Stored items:
__________________________________________________
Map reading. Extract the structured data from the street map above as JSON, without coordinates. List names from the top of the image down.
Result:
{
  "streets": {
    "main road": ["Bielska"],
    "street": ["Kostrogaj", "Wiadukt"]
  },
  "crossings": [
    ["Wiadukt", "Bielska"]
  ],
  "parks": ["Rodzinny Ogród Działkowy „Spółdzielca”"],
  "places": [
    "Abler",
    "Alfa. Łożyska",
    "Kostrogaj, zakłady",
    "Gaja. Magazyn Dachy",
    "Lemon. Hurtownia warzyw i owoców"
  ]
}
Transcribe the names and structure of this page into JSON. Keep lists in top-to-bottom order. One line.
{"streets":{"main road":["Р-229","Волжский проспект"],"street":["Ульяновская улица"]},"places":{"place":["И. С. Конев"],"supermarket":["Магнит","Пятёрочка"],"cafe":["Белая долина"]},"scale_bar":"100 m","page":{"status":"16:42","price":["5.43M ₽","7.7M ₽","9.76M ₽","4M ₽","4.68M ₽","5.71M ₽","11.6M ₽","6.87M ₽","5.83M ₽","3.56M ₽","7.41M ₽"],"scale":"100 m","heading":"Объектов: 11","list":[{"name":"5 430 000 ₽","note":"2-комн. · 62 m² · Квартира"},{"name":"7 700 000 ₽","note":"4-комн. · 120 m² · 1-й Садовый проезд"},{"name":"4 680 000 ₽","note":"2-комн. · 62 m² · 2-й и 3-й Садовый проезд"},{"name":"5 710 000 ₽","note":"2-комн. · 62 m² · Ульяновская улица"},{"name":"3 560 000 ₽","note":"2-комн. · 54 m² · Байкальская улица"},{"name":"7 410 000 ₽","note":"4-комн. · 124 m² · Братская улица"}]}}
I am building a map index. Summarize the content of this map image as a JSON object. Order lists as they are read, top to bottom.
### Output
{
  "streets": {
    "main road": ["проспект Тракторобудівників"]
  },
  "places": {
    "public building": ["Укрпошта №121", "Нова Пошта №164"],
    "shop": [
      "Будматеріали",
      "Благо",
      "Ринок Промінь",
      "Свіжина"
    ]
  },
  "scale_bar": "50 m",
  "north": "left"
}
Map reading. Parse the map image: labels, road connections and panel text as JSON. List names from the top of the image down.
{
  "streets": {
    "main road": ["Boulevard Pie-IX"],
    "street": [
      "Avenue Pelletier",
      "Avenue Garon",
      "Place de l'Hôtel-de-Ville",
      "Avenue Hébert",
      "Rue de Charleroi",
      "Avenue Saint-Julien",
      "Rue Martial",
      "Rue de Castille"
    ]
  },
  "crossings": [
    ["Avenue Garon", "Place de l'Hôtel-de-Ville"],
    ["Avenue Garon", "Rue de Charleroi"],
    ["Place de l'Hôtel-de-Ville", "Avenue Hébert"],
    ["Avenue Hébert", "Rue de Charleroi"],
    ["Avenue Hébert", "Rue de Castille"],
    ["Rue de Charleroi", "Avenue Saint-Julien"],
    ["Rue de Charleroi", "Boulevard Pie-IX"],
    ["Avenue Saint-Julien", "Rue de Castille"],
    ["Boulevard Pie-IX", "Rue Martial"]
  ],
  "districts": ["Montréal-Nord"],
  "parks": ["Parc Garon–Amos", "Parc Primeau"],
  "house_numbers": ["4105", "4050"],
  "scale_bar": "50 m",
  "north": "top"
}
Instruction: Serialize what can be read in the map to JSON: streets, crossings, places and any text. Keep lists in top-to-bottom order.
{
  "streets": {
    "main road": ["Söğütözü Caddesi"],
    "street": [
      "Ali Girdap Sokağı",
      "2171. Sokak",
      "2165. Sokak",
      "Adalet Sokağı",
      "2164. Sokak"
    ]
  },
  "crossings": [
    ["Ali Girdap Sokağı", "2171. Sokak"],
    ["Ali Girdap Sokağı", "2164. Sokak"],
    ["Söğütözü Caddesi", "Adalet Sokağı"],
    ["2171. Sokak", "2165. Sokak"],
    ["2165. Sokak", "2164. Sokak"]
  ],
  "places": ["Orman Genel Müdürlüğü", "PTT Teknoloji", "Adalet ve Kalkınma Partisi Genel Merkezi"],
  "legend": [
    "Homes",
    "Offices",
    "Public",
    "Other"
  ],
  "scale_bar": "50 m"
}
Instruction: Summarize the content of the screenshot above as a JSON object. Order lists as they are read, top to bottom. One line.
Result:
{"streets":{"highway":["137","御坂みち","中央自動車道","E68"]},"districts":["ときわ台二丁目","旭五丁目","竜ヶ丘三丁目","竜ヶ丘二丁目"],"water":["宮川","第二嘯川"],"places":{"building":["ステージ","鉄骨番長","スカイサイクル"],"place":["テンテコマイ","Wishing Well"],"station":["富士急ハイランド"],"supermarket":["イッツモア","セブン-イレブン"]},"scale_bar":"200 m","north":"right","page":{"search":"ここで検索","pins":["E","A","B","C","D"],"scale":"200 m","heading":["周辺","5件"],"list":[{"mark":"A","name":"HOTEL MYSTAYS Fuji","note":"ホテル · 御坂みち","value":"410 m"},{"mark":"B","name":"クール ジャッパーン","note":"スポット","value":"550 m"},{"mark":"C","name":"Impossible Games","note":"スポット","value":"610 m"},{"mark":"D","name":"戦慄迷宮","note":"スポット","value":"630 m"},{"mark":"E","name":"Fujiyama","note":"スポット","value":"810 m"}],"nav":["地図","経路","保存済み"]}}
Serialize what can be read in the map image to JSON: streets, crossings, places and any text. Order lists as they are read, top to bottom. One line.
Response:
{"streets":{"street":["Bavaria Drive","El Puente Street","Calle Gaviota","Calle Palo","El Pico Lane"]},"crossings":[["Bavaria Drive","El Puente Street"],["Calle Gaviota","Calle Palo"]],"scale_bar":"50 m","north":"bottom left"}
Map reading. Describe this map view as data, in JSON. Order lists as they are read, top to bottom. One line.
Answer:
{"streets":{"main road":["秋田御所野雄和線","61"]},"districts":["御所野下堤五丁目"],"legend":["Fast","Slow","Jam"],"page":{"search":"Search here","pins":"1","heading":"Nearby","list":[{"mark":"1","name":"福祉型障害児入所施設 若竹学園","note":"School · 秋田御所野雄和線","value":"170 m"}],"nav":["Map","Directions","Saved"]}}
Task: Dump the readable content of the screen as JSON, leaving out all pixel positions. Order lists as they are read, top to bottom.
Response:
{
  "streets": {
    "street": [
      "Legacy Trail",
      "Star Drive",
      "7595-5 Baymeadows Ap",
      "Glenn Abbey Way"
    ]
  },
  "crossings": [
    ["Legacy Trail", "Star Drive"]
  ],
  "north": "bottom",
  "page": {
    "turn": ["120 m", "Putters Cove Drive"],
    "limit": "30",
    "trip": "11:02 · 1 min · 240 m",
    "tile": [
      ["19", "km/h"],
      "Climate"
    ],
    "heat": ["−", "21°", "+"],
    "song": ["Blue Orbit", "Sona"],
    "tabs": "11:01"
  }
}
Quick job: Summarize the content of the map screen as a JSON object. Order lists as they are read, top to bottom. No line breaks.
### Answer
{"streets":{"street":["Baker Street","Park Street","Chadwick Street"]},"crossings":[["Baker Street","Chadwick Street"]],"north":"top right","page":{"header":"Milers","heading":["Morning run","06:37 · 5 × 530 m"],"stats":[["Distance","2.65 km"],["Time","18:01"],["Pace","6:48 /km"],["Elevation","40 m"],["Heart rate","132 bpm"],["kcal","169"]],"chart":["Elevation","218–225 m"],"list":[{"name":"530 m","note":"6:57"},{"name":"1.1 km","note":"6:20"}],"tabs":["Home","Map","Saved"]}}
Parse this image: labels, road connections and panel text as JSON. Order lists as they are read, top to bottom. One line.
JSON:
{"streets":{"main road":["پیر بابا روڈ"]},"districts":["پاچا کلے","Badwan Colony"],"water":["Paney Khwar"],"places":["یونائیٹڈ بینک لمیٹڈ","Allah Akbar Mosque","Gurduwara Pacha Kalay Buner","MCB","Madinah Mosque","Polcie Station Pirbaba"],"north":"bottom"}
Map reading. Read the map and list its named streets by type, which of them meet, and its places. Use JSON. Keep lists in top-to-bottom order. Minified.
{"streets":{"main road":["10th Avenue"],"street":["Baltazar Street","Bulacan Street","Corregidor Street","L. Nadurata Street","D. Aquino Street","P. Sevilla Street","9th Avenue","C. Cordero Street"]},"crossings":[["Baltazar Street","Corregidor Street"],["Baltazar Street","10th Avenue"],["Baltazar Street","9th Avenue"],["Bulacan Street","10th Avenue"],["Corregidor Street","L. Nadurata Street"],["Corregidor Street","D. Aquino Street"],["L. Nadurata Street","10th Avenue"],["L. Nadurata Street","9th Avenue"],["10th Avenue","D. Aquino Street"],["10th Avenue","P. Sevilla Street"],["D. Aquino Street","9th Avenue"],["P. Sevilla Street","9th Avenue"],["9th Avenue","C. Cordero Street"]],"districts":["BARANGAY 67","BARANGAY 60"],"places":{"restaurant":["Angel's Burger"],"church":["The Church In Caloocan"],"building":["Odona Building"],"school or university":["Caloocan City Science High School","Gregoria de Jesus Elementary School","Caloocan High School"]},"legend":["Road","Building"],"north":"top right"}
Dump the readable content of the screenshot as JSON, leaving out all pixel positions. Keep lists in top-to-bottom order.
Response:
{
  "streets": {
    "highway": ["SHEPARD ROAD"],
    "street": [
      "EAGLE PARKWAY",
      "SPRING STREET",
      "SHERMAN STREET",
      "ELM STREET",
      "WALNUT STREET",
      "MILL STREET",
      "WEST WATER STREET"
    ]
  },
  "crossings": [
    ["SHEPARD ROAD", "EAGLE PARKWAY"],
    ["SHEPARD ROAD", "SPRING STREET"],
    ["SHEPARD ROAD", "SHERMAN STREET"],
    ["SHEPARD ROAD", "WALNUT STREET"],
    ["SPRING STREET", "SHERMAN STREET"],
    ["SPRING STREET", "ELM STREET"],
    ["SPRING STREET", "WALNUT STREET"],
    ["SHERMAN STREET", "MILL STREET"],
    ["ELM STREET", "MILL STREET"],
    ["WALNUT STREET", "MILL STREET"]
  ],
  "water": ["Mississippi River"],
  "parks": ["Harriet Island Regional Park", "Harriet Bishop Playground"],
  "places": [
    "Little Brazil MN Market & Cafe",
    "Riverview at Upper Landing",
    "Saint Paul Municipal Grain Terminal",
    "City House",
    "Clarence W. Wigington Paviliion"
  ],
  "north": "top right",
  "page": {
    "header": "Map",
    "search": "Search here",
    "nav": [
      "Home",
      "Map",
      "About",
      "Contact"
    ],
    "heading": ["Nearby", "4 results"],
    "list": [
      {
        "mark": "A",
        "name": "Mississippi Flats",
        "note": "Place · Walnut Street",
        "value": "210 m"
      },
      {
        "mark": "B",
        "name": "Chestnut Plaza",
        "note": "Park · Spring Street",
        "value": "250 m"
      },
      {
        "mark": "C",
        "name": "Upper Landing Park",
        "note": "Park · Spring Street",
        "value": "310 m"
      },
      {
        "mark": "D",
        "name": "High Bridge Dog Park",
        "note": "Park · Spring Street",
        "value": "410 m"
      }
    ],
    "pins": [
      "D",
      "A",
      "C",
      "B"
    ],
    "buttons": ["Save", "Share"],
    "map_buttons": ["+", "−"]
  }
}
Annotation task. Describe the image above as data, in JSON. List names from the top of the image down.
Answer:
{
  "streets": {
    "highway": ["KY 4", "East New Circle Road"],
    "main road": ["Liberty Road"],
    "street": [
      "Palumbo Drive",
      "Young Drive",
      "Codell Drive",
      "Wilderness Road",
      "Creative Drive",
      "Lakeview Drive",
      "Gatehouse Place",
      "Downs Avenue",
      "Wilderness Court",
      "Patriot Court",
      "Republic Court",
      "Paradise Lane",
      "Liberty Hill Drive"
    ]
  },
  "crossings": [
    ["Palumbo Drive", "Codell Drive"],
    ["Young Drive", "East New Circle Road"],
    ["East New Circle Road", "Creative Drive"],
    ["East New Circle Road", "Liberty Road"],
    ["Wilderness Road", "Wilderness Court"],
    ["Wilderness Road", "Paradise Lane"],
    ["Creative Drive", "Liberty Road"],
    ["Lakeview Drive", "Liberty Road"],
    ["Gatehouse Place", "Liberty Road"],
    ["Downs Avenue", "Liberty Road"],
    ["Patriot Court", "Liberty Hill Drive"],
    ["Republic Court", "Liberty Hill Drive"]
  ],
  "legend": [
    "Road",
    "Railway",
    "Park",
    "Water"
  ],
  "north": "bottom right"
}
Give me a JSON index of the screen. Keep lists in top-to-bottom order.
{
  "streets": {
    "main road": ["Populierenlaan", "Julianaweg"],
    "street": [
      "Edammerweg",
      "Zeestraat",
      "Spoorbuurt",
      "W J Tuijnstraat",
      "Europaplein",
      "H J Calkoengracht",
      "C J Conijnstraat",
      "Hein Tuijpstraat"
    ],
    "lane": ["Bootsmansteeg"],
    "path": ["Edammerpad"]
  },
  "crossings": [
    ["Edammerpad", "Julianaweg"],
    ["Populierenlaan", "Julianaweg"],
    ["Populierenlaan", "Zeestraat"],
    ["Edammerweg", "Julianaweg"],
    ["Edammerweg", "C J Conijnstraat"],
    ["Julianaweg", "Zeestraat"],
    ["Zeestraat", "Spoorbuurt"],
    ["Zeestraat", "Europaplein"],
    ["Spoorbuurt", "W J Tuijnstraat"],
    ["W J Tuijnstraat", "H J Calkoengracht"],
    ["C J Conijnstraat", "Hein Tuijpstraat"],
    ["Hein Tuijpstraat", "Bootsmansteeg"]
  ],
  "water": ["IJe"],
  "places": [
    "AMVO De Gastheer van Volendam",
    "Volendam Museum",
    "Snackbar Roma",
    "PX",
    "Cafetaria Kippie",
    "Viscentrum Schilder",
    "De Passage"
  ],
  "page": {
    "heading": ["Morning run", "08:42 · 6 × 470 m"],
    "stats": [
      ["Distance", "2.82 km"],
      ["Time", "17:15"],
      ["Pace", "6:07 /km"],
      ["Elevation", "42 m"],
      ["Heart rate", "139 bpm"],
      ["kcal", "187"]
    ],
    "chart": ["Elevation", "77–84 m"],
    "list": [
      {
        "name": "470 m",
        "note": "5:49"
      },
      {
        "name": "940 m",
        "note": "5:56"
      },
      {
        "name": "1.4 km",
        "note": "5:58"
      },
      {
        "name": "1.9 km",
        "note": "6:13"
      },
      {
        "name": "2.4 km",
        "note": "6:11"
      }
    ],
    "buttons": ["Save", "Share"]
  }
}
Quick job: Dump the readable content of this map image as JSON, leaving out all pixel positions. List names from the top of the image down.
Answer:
__________________________________________________
## REQUIRED ACTION
Would you filter the entries above and keep each line that has the word "data"?

## REPLY
Map reading. Extract the structured data from the street map above as JSON, without coordinates. List names from the top of the image down.
Map reading. Describe this map view as data, in JSON. Order lists as they are read, top to bottom. One line.
Annotation task. Describe the image above as data, in JSON. List names from the top of the image down.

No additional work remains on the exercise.